In order to continue with your application for Creative Writing – Fiction, Creative NonFiction, Poetry, you must complete this step in the application process. Applicant selection is based on academic criteria and results of these secondary requirements. This contains all information to prepare and submit secondary requirements for consideration. If you have any questions, please contact Admissions.
Applicants are required to submit their work-in-progress, a writing sample of no more than 15 pages, and a cover letter.
i. Work-in-Progress Form
Applicants must submit their work-in-progress form.
ii. Writing Sample
Applicants must submit a sample of their writing that is no more than 15 pages in length. The manuscript must be prepared according to professional standards: double-spaced, and with name, title, and page number on each page.
iii. Cover Letter
Applicants must submit a cover letter describing their project and writing experience, as well as any relevant life experience.

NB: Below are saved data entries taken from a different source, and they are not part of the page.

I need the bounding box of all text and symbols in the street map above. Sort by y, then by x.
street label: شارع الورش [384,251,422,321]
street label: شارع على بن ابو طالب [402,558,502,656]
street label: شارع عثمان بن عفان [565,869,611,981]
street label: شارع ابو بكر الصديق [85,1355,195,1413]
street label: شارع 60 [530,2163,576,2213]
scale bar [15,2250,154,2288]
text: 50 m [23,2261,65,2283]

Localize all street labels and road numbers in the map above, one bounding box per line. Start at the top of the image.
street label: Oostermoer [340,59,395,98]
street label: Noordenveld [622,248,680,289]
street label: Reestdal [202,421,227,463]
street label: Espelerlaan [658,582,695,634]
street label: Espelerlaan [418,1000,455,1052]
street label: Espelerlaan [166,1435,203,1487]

Applicants must submit the work-in-progress form, writing sample and cover letter through SlideRoom. SlideRoom is a secure site where secondary requirements are collected, scored and stored. Log-in to https://humber.slideroom.com and create your free account. There will be additional instructions once your account has been created.

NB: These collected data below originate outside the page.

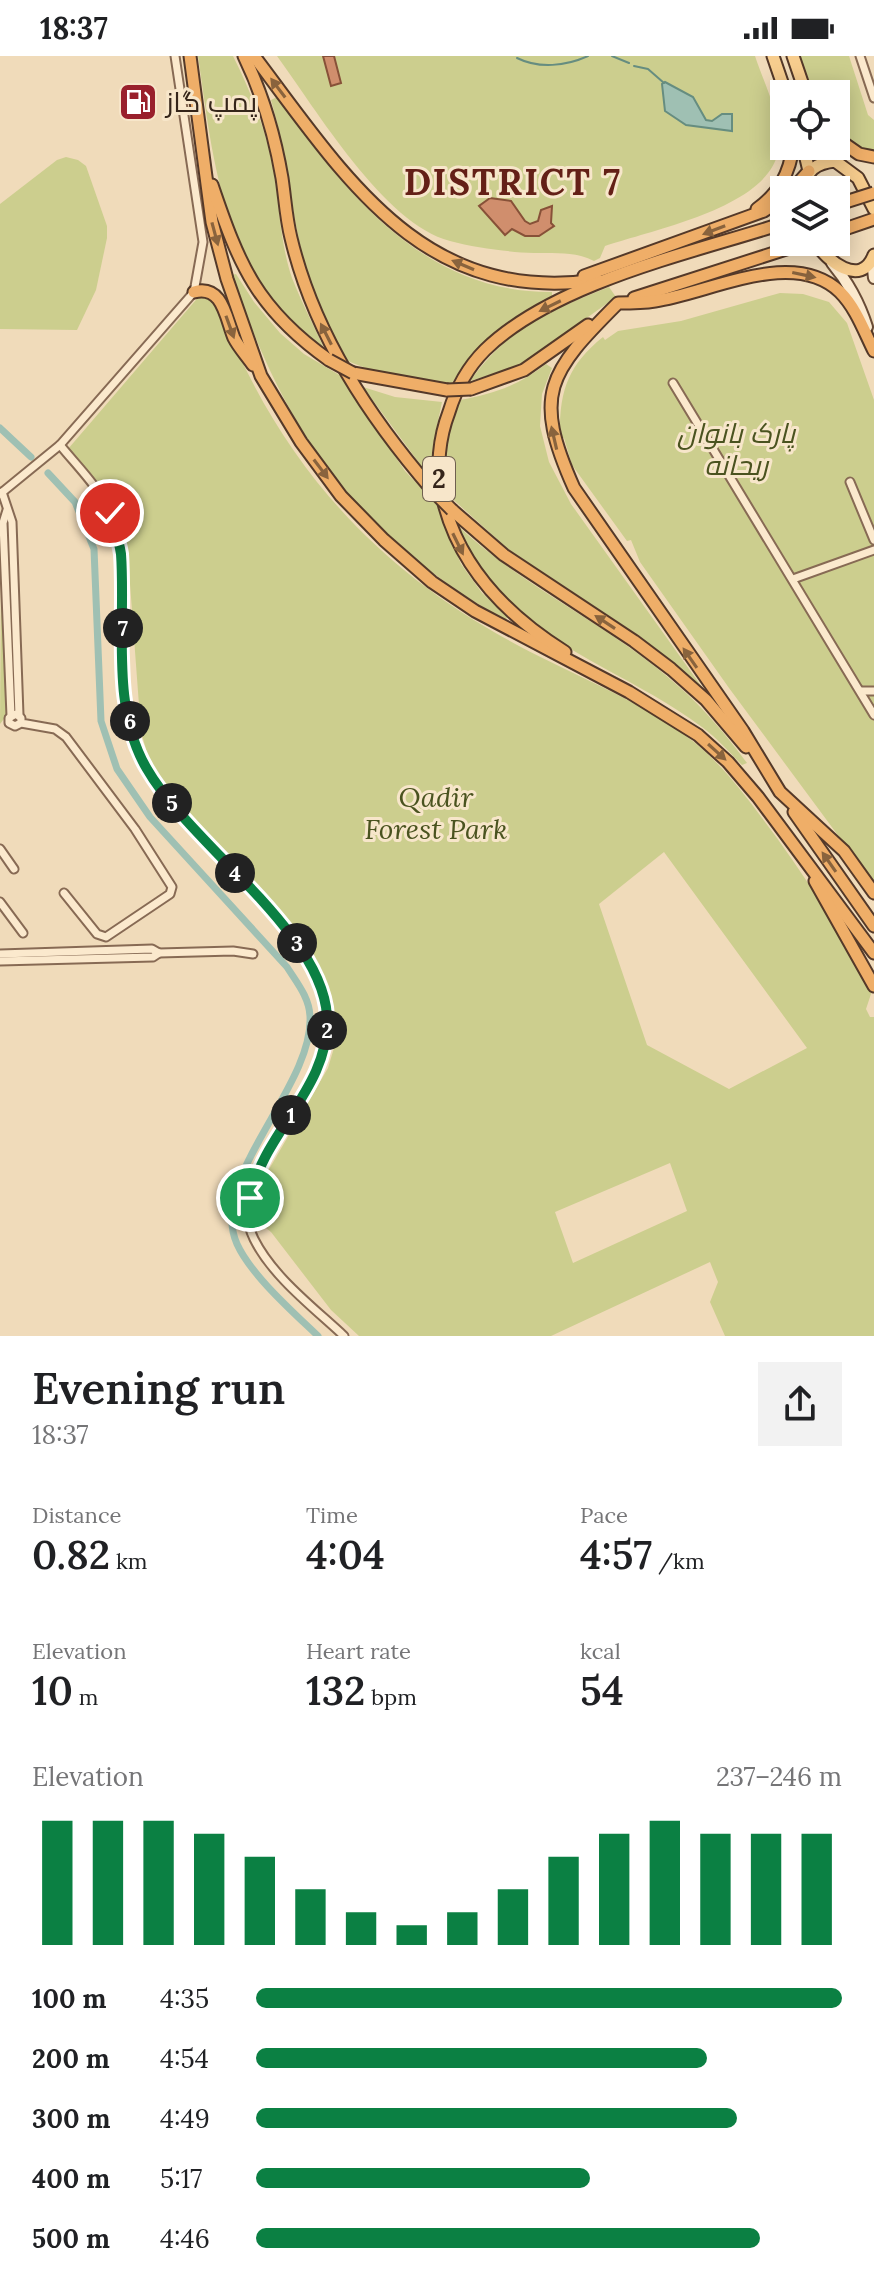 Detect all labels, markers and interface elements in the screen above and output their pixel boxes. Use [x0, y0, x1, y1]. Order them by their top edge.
text: 18:37 [40, 9, 108, 47]
one-way arrow [271, 78, 287, 98]
map controls [770, 80, 850, 256]
button: locate [770, 80, 850, 160]
fuel station icon: پمپ گاز [117, 81, 159, 123]
place label: پمپ گاز [164, 84, 258, 121]
district label: DISTRICT 7 [404, 159, 622, 205]
button: layers [770, 176, 850, 256]
one-way arrow [210, 222, 222, 247]
one-way arrow [701, 224, 725, 237]
one-way arrow [452, 259, 475, 272]
one-way arrow [791, 269, 816, 282]
one-way arrow [538, 299, 561, 313]
one-way arrow [224, 315, 237, 339]
one-way arrow [320, 322, 333, 345]
park label: پارک بانوان ریحانه [677, 415, 797, 483]
one-way arrow [548, 425, 560, 450]
road number: 2 [423, 457, 455, 501]
one-way arrow [313, 459, 328, 480]
pin [76, 479, 144, 547]
icon: check [88, 491, 132, 535]
one-way arrow [451, 532, 465, 556]
pin: 7 [103, 608, 143, 648]
text: 7 [118, 614, 128, 642]
one-way arrow [595, 615, 616, 630]
one-way arrow [683, 648, 698, 669]
pin: 6 [110, 701, 150, 741]
text: 6 [124, 707, 136, 735]
one-way arrow [707, 742, 726, 760]
park label: Qadir Forest Park [365, 779, 507, 847]
pin: 5 [152, 783, 192, 823]
text: 5 [166, 789, 178, 817]
one-way arrow [822, 852, 837, 873]
pin: 4 [215, 853, 255, 893]
text: 4 [229, 859, 241, 887]
pin: 3 [277, 923, 317, 963]
text: 3 [291, 929, 303, 957]
pin: 2 [307, 1010, 347, 1050]
text: 2 [321, 1016, 333, 1044]
pin: 1 [271, 1095, 311, 1135]
text: 1 [287, 1101, 295, 1129]
pin [216, 1164, 284, 1232]
icon: arrive [228, 1176, 272, 1220]
text: Evening run [32, 1360, 285, 1416]
button: share [758, 1362, 842, 1446]
text: 18:37 [32, 1418, 88, 1451]
text: Distance [32, 1501, 122, 1529]
text: Time [306, 1501, 358, 1529]
text: Pace [580, 1501, 628, 1529]
text: 0.82 [32, 1529, 110, 1580]
text: 4:04 [306, 1529, 385, 1580]
text: 4:57 [580, 1529, 652, 1580]
text: km [110, 1547, 147, 1575]
text: /km [652, 1547, 705, 1575]
text: Elevation [32, 1637, 127, 1665]
text: Heart rate [306, 1637, 411, 1665]
text: kcal [580, 1637, 621, 1665]
text: 10 [32, 1665, 73, 1716]
text: 132 [306, 1665, 365, 1716]
text: 54 [580, 1665, 624, 1716]
text: m [73, 1683, 98, 1711]
text: bpm [365, 1683, 417, 1711]
text: Elevation [32, 1760, 144, 1793]
text: 237–246 m [716, 1760, 842, 1793]
text: 100 m [32, 1982, 106, 2015]
text: 4:35 [160, 1982, 209, 2015]
text: 200 m [32, 2042, 110, 2075]
text: 4:54 [160, 2042, 209, 2075]
text: 300 m [32, 2102, 110, 2135]
text: 4:49 [160, 2102, 210, 2135]
text: 400 m [32, 2162, 110, 2195]
text: 5:17 [160, 2162, 202, 2195]
text: 500 m [32, 2222, 110, 2255]
text: 4:46 [160, 2222, 210, 2255]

Applicants must meet both academic and secondary requirements in order to meet minimum program eligibility. Meeting minimum eligibility does not guarantee an offer of admission.
All secondary requirements will be evaluated and a score will be calculated by the academic school.
Admission decisions will be available via MyHumber, or by email and mail. Admission decisions will not be released by phone.
|Semester 1||Domestic Fee||International Fee*|
|Semester 2||Domestic Fee||International Fee*|
*Plus Mandatory Health Insurance fee once per academic year: Fall start - $375 Winter start - $250 Summer start - $125
Humber’s Creative Writing – Fiction, Creative Non-Fiction, Poetry graduate certificate program is a distance studio program offering aspiring writers the exceptional opportunity to work at home. There are no formal classes on site. Individual courses are offered in a non-traditional way with a distinguished faculty member critiquing your work of creative non-fiction, fiction, book of short stories or volume of poetry. The program is intended for students working on book-length projects. The program is customized to address the particular needs of your manuscript and may include assessments of your handling of plot, story, character, dialogue, pace and style, or may focus on the particular needs of the manuscript as determined by the writing advisor. Graduates have the satisfaction of completing a large body of work which may include all or parts of a novel, volume of short stories or a book of poetry. Students are also referred to writing competitions.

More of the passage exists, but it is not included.